─── Records for the task ───
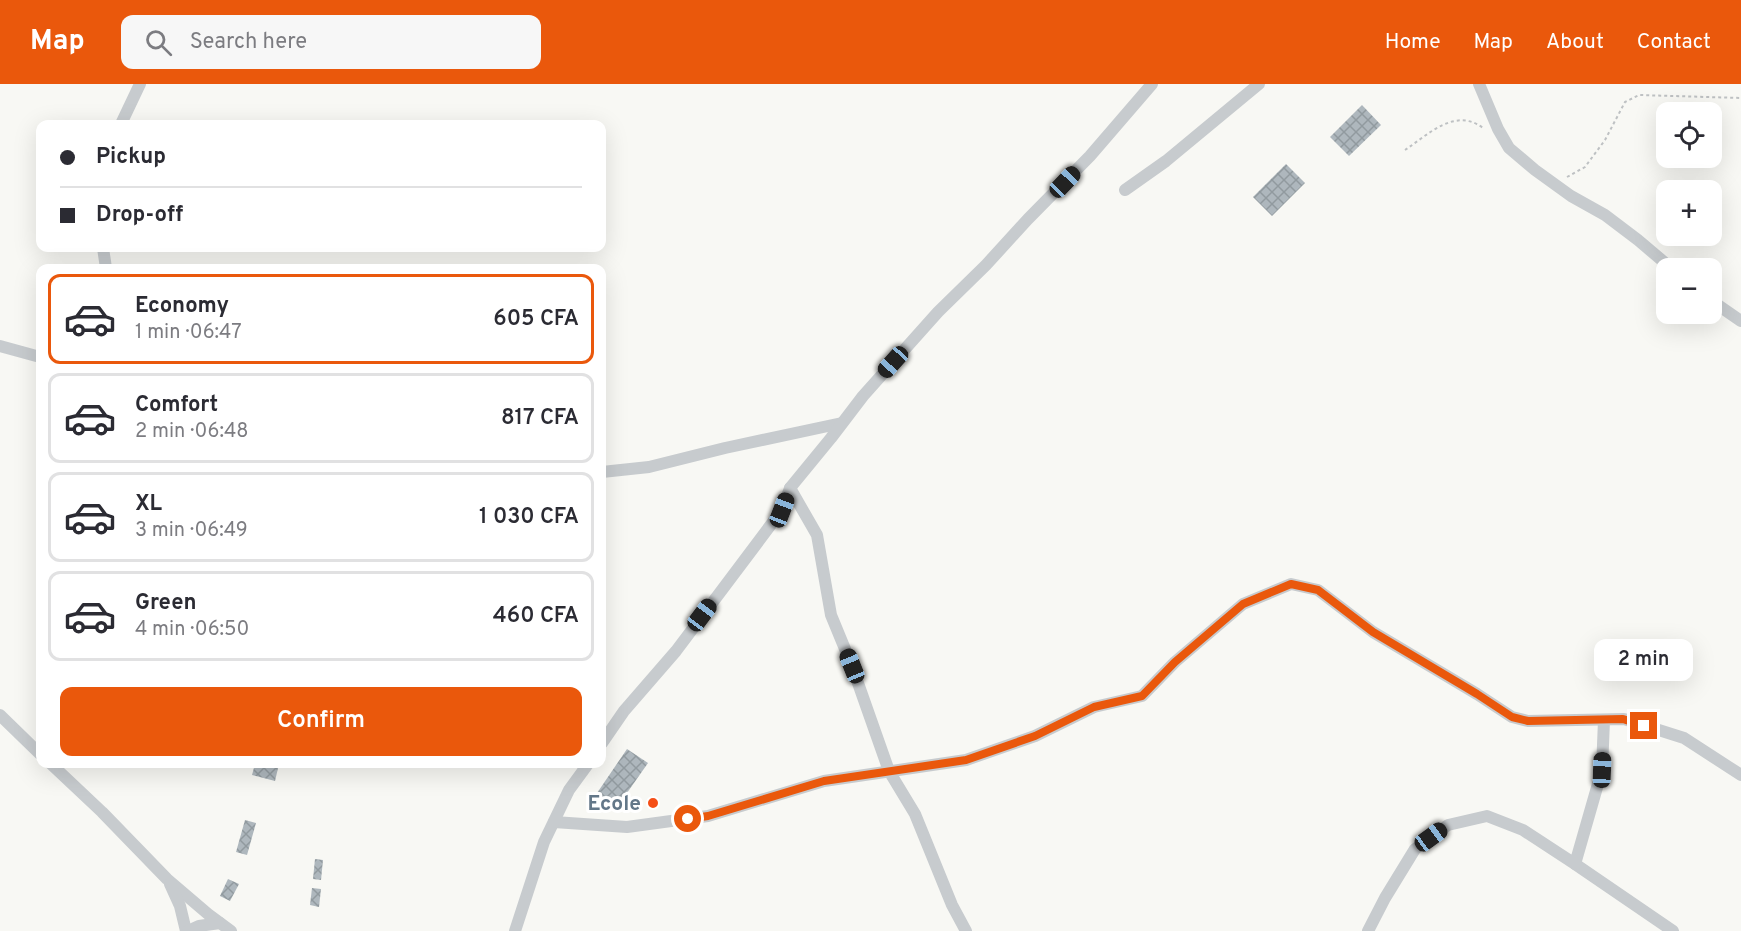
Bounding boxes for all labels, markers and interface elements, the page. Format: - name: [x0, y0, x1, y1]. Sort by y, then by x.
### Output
- search box: [121, 15, 541, 69]
- text: Map: [30, 24, 85, 60]
- icon: search: [142, 26, 175, 59]
- text: Search here: [190, 29, 307, 56]
- text: Home: [1385, 29, 1441, 56]
- text: Map: [1474, 29, 1513, 56]
- text: About: [1546, 29, 1604, 56]
- text: Contact: [1637, 29, 1711, 56]
- map controls: [1656, 102, 1722, 324]
- button: locate: [1656, 102, 1722, 168]
- text: Pickup: [96, 144, 166, 171]
- car: [1046, 163, 1084, 201]
- button: +: [1656, 180, 1722, 246]
- text: Drop-off: [96, 202, 183, 229]
- button: −: [1656, 258, 1722, 324]
- icon: car: [63, 292, 117, 346]
- text: Economy: [135, 293, 229, 320]
- text: 605 CFA: [493, 306, 579, 333]
- text: 1 min · 06:47: [135, 320, 242, 346]
- car: [874, 343, 912, 381]
- icon: car: [63, 391, 117, 445]
- text: Comfort: [135, 392, 218, 419]
- text: 817 CFA: [501, 405, 579, 432]
- text: 2 min · 06:48: [135, 419, 249, 445]
- icon: car: [63, 490, 117, 544]
- car: [767, 490, 797, 530]
- text: XL: [135, 491, 162, 518]
- text: 1 030 CFA: [479, 504, 579, 531]
- text: 3 min · 06:49: [135, 518, 248, 544]
- icon: car: [63, 589, 117, 643]
- text: Green: [135, 590, 197, 617]
- car: [684, 595, 720, 635]
- text: 460 CFA: [493, 603, 579, 630]
- text: 4 min · 06:50: [135, 617, 249, 643]
- callout: 2 min: [1594, 639, 1694, 681]
- car: [837, 646, 867, 686]
- text: 2 min: [1618, 647, 1669, 673]
- button: Confirm: [60, 687, 582, 756]
- route end: [1630, 712, 1657, 739]
- car: [1592, 752, 1612, 788]
- place label: Ecole: [588, 791, 641, 818]
- marker: Ecole: [646, 796, 660, 810]
- route start: [674, 805, 701, 832]
- car: [1411, 819, 1451, 855]

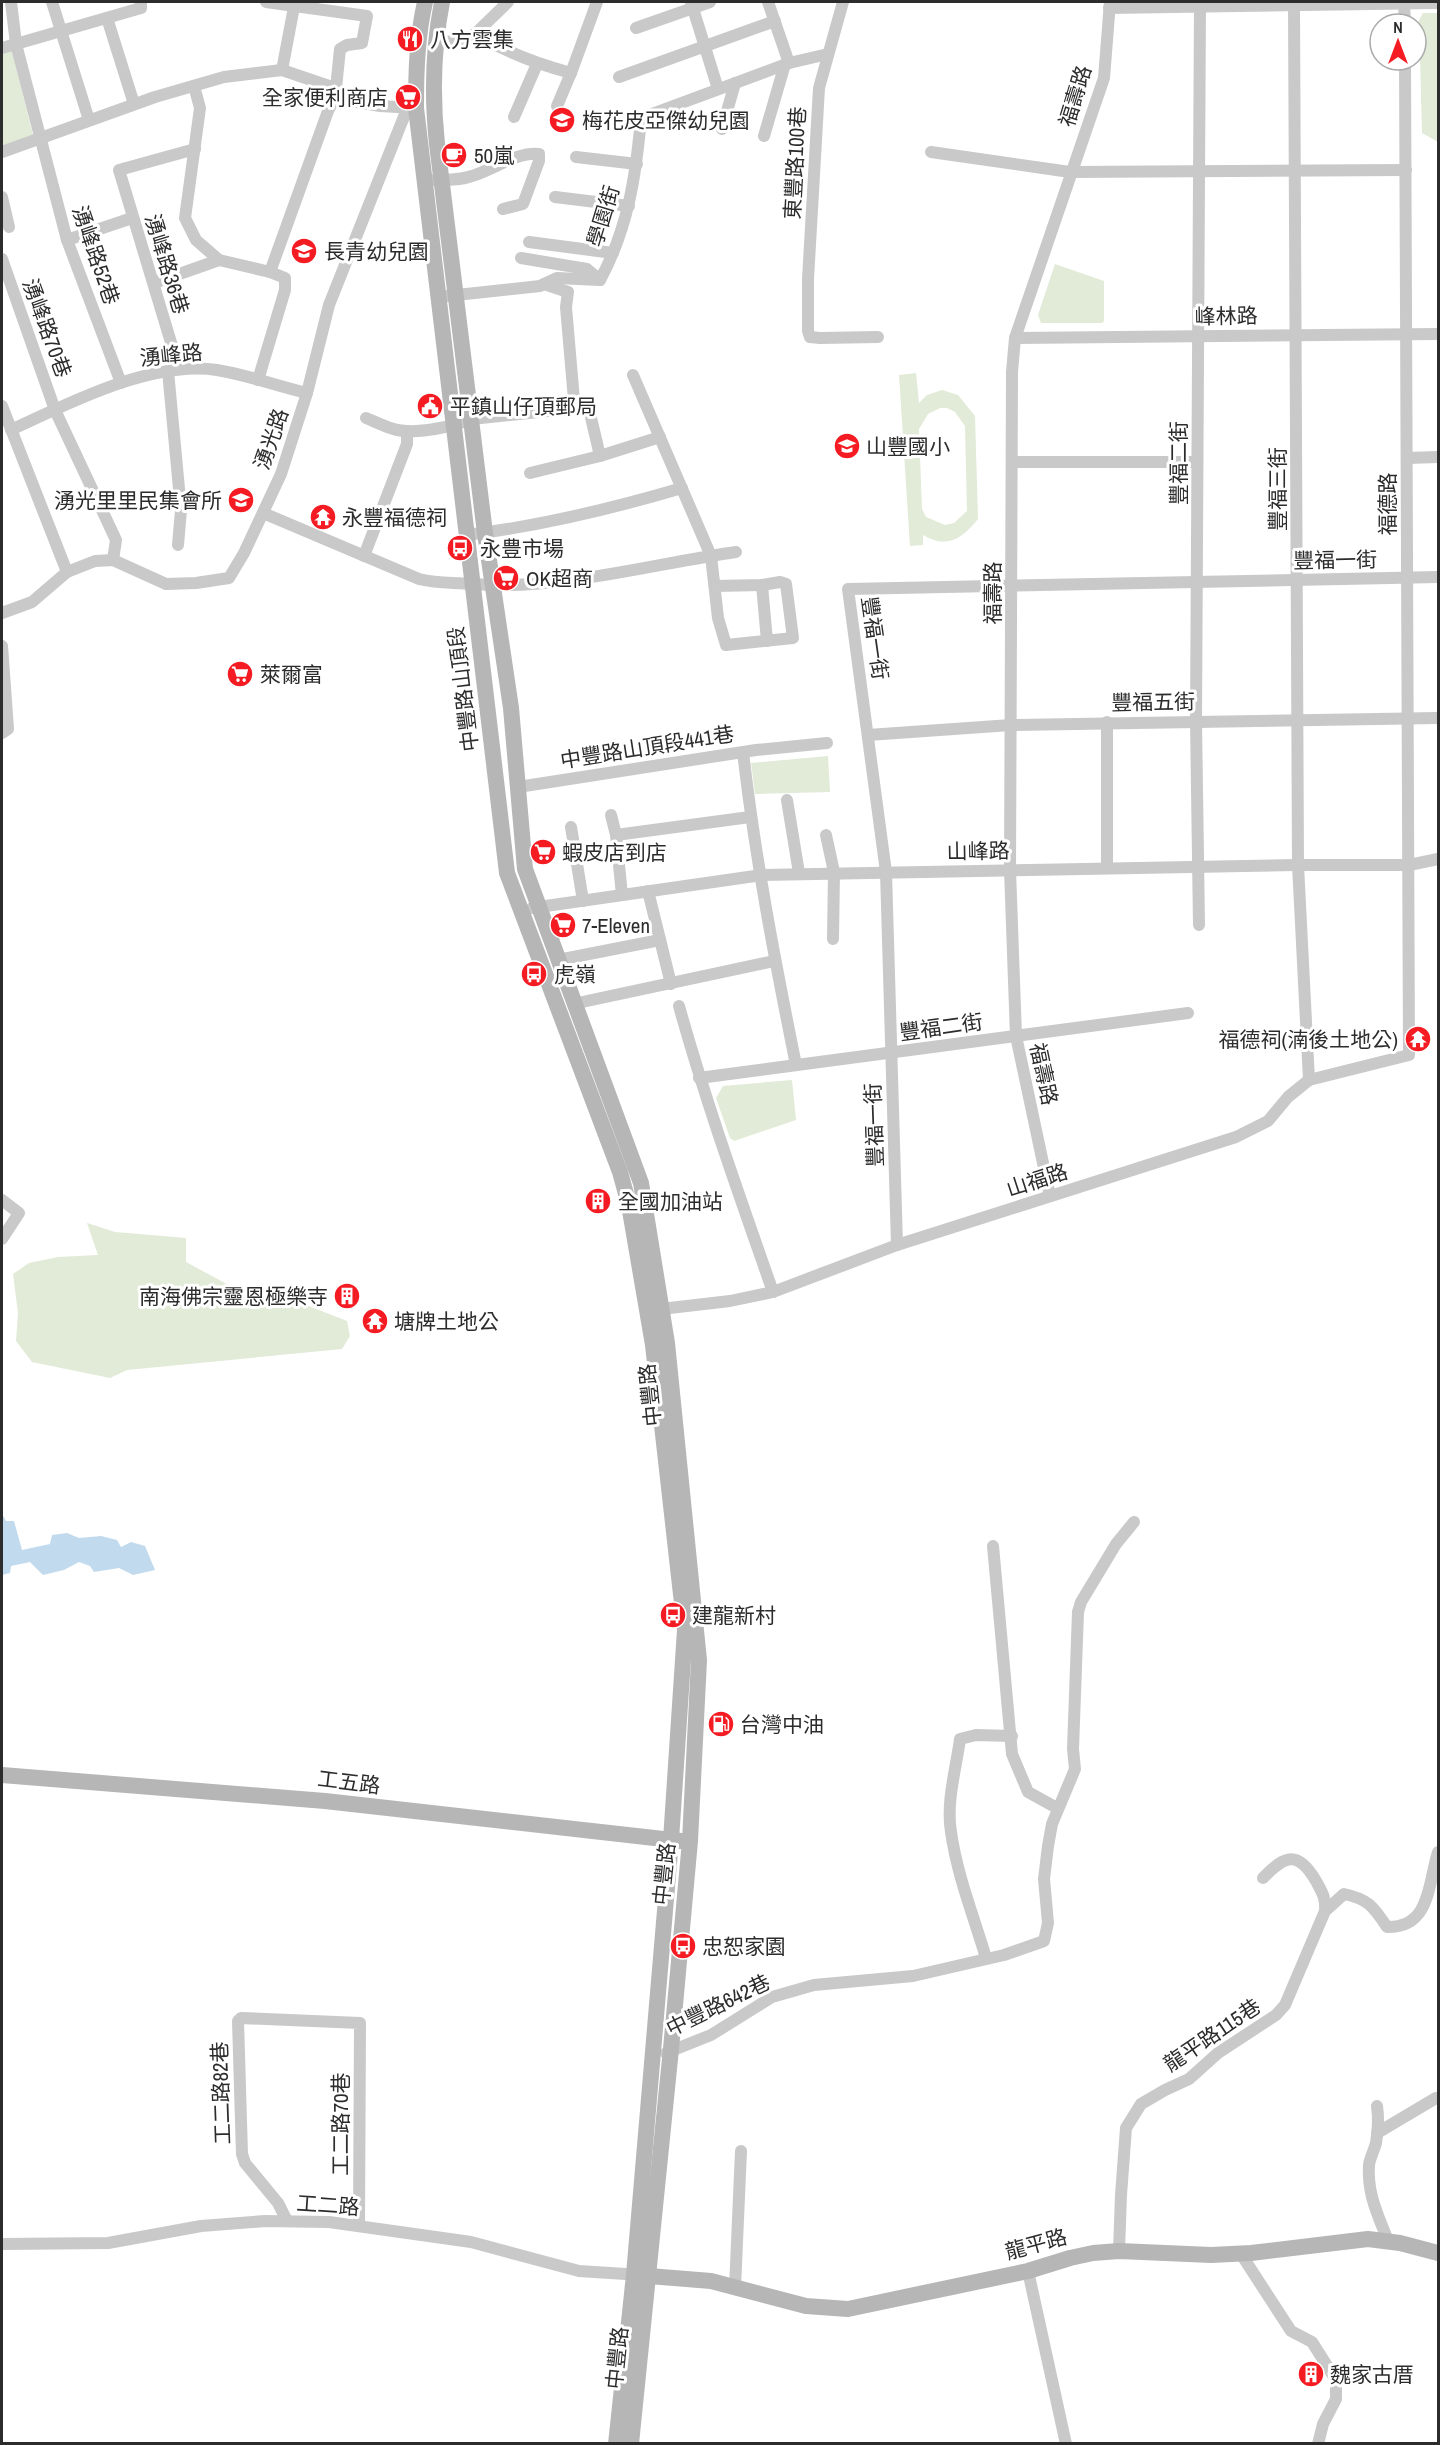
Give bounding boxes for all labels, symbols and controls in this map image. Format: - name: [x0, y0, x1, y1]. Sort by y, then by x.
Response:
───
* _Exercise instructions_: Each entry above must be repeated word for word, minus its images.

* _Response below_:
Bounding boxes for all labels, markers and interface elements, the page. Format: - name: [x0, y0, x1, y1]. Sort by y, then by x.
### Output
- search box: [121, 15, 541, 69]
- text: Map: [30, 24, 85, 60]
- icon: search: [142, 26, 175, 59]
- text: Search here: [190, 29, 307, 56]
- text: Home: [1385, 29, 1441, 56]
- text: Map: [1474, 29, 1513, 56]
- text: About: [1546, 29, 1604, 56]
- text: Contact: [1637, 29, 1711, 56]
- map controls: [1656, 102, 1722, 324]
- button: locate: [1656, 102, 1722, 168]
- text: Pickup: [96, 144, 166, 171]
- car: [1046, 163, 1084, 201]
- button: +: [1656, 180, 1722, 246]
- text: Drop-off: [96, 202, 183, 229]
- button: −: [1656, 258, 1722, 324]
- icon: car: [63, 292, 117, 346]
- text: Economy: [135, 293, 229, 320]
- text: 605 CFA: [493, 306, 579, 333]
- text: 1 min · 06:47: [135, 320, 242, 346]
- car: [874, 343, 912, 381]
- icon: car: [63, 391, 117, 445]
- text: Comfort: [135, 392, 218, 419]
- text: 817 CFA: [501, 405, 579, 432]
- text: 2 min · 06:48: [135, 419, 249, 445]
- icon: car: [63, 490, 117, 544]
- car: [767, 490, 797, 530]
- text: XL: [135, 491, 162, 518]
- text: 1 030 CFA: [479, 504, 579, 531]
- text: 3 min · 06:49: [135, 518, 248, 544]
- icon: car: [63, 589, 117, 643]
- text: Green: [135, 590, 197, 617]
- car: [684, 595, 720, 635]
- text: 460 CFA: [493, 603, 579, 630]
- text: 4 min · 06:50: [135, 617, 249, 643]
- callout: 2 min: [1594, 639, 1694, 681]
- car: [837, 646, 867, 686]
- text: 2 min: [1618, 647, 1669, 673]
- button: Confirm: [60, 687, 582, 756]
- route end: [1630, 712, 1657, 739]
- car: [1592, 752, 1612, 788]
- place label: Ecole: [588, 791, 641, 818]
- marker: Ecole: [646, 796, 660, 810]
- route start: [674, 805, 701, 832]
- car: [1411, 819, 1451, 855]

Give bounding boxes for all labels, symbols and controls in this map image. Format: - name: [x0, y0, x1, y1]. Sort by y, then by x.
Response:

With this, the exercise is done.